» EXERCISE AIM
Will you write out the data exactly, excluding every picture?

[Stored data]

○ ○ ○ ○

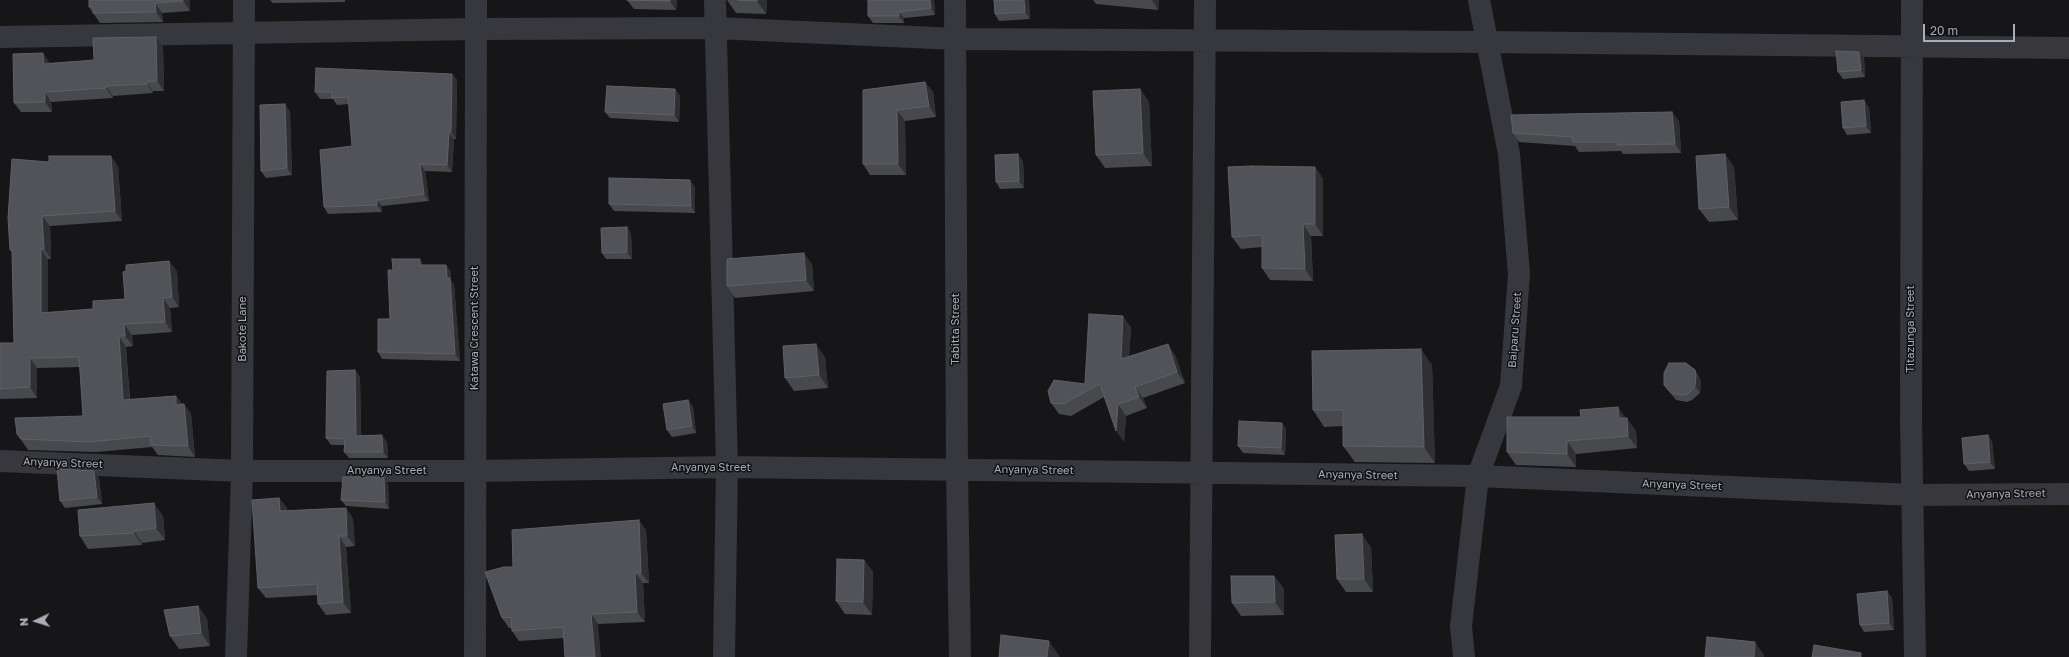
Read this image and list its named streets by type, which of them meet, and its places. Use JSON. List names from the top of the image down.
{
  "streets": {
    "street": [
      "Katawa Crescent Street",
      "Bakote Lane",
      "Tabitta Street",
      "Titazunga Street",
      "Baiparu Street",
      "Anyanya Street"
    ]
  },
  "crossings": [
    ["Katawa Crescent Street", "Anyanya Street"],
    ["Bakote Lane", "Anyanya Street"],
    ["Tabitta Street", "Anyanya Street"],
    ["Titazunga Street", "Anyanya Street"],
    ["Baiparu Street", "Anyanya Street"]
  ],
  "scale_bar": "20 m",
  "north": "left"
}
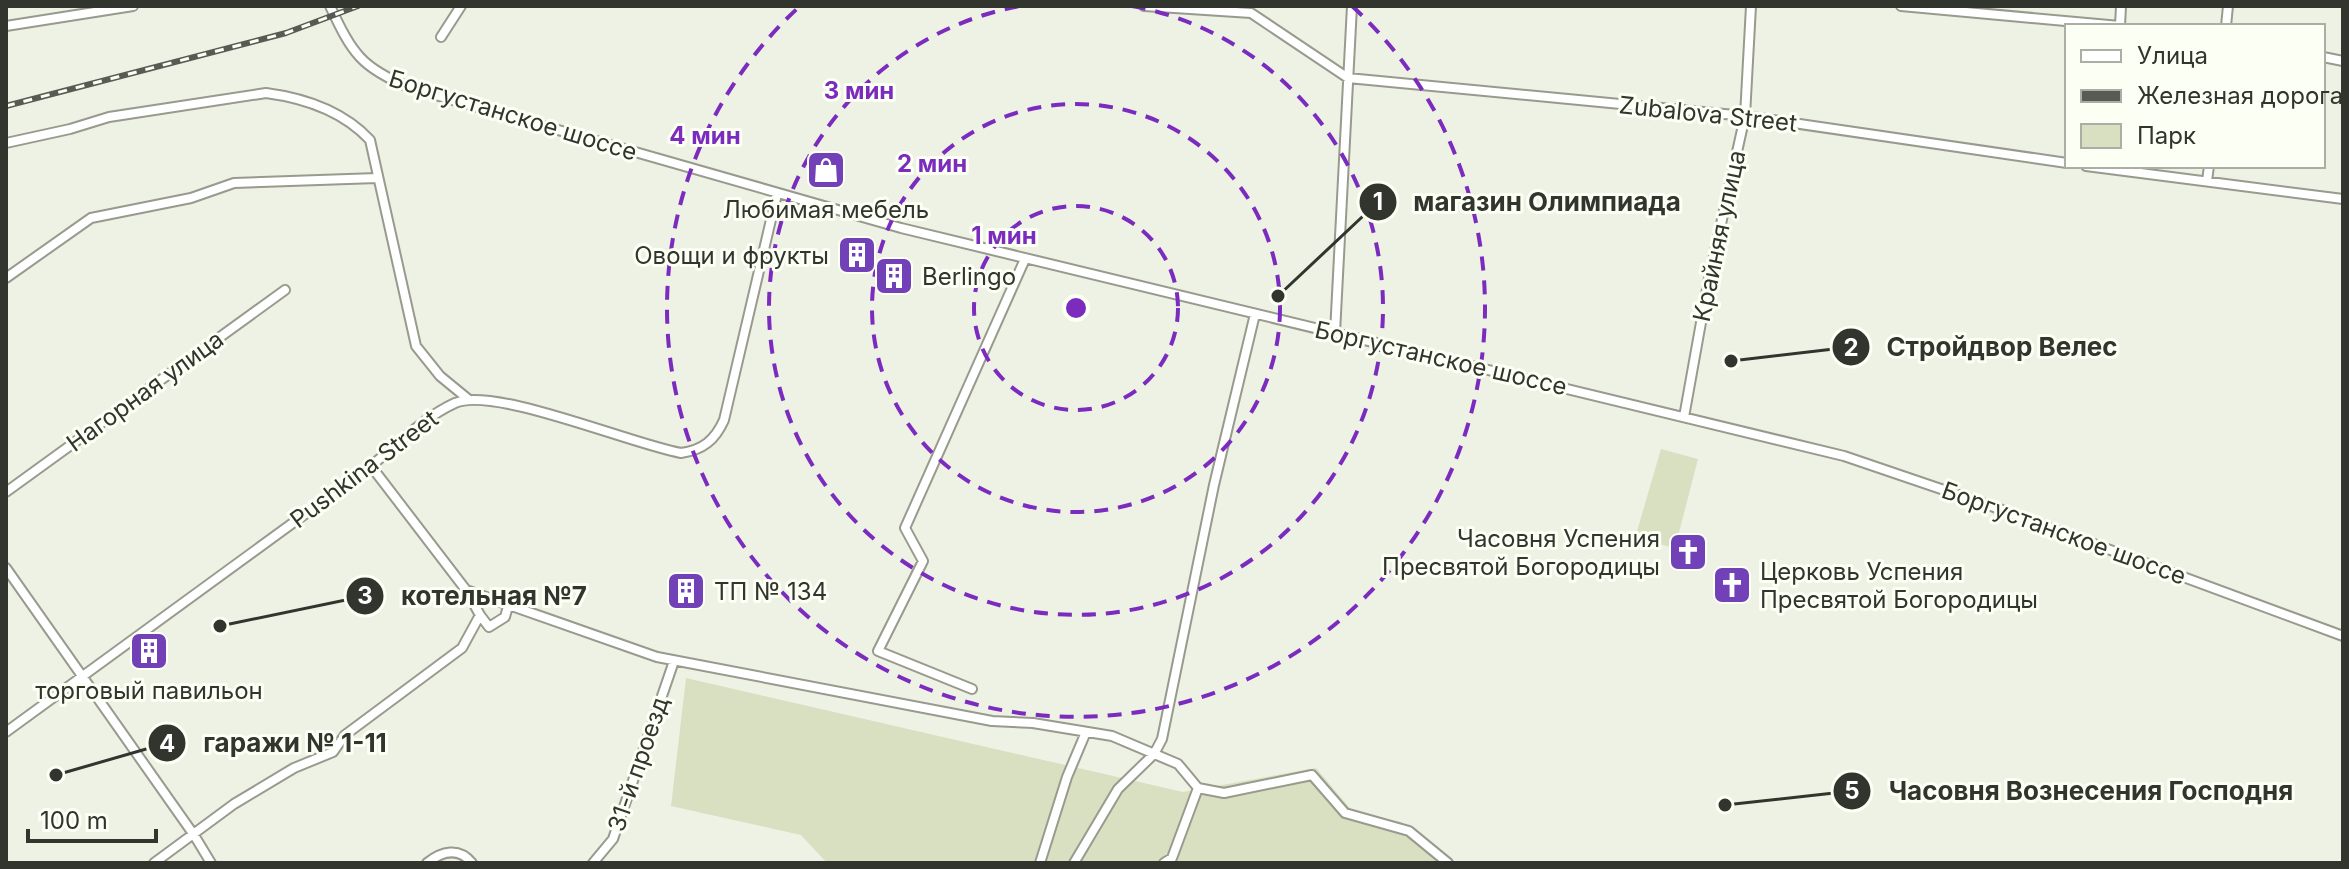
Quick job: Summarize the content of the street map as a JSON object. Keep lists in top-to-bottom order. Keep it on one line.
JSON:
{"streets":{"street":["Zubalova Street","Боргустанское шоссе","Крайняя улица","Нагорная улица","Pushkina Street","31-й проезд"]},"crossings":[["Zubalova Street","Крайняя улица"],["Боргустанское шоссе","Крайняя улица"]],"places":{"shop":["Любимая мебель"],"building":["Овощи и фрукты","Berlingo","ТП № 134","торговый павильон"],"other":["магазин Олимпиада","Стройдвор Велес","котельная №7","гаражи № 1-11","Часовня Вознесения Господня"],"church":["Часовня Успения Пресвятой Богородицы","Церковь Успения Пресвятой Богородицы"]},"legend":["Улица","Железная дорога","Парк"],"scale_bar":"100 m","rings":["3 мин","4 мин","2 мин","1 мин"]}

○ ○ ○ ○

» EXERCISE SOLUTION
Read this image and list its named streets by type, which of them meet, and its places. Use JSON. List names from the top of the image down.
{
  "streets": {
    "street": [
      "Katawa Crescent Street",
      "Bakote Lane",
      "Tabitta Street",
      "Titazunga Street",
      "Baiparu Street",
      "Anyanya Street"
    ]
  },
  "crossings": [
    ["Katawa Crescent Street", "Anyanya Street"],
    ["Bakote Lane", "Anyanya Street"],
    ["Tabitta Street", "Anyanya Street"],
    ["Titazunga Street", "Anyanya Street"],
    ["Baiparu Street", "Anyanya Street"]
  ],
  "scale_bar": "20 m",
  "north": "left"
}
Quick job: Summarize the content of the street map as a JSON object. Keep lists in top-to-bottom order. Keep it on one line.
JSON:
{"streets":{"street":["Zubalova Street","Боргустанское шоссе","Крайняя улица","Нагорная улица","Pushkina Street","31-й проезд"]},"crossings":[["Zubalova Street","Крайняя улица"],["Боргустанское шоссе","Крайняя улица"]],"places":{"shop":["Любимая мебель"],"building":["Овощи и фрукты","Berlingo","ТП № 134","торговый павильон"],"other":["магазин Олимпиада","Стройдвор Велес","котельная №7","гаражи № 1-11","Часовня Вознесения Господня"],"church":["Часовня Успения Пресвятой Богородицы","Церковь Успения Пресвятой Богородицы"]},"legend":["Улица","Железная дорога","Парк"],"scale_bar":"100 m","rings":["3 мин","4 мин","2 мин","1 мин"]}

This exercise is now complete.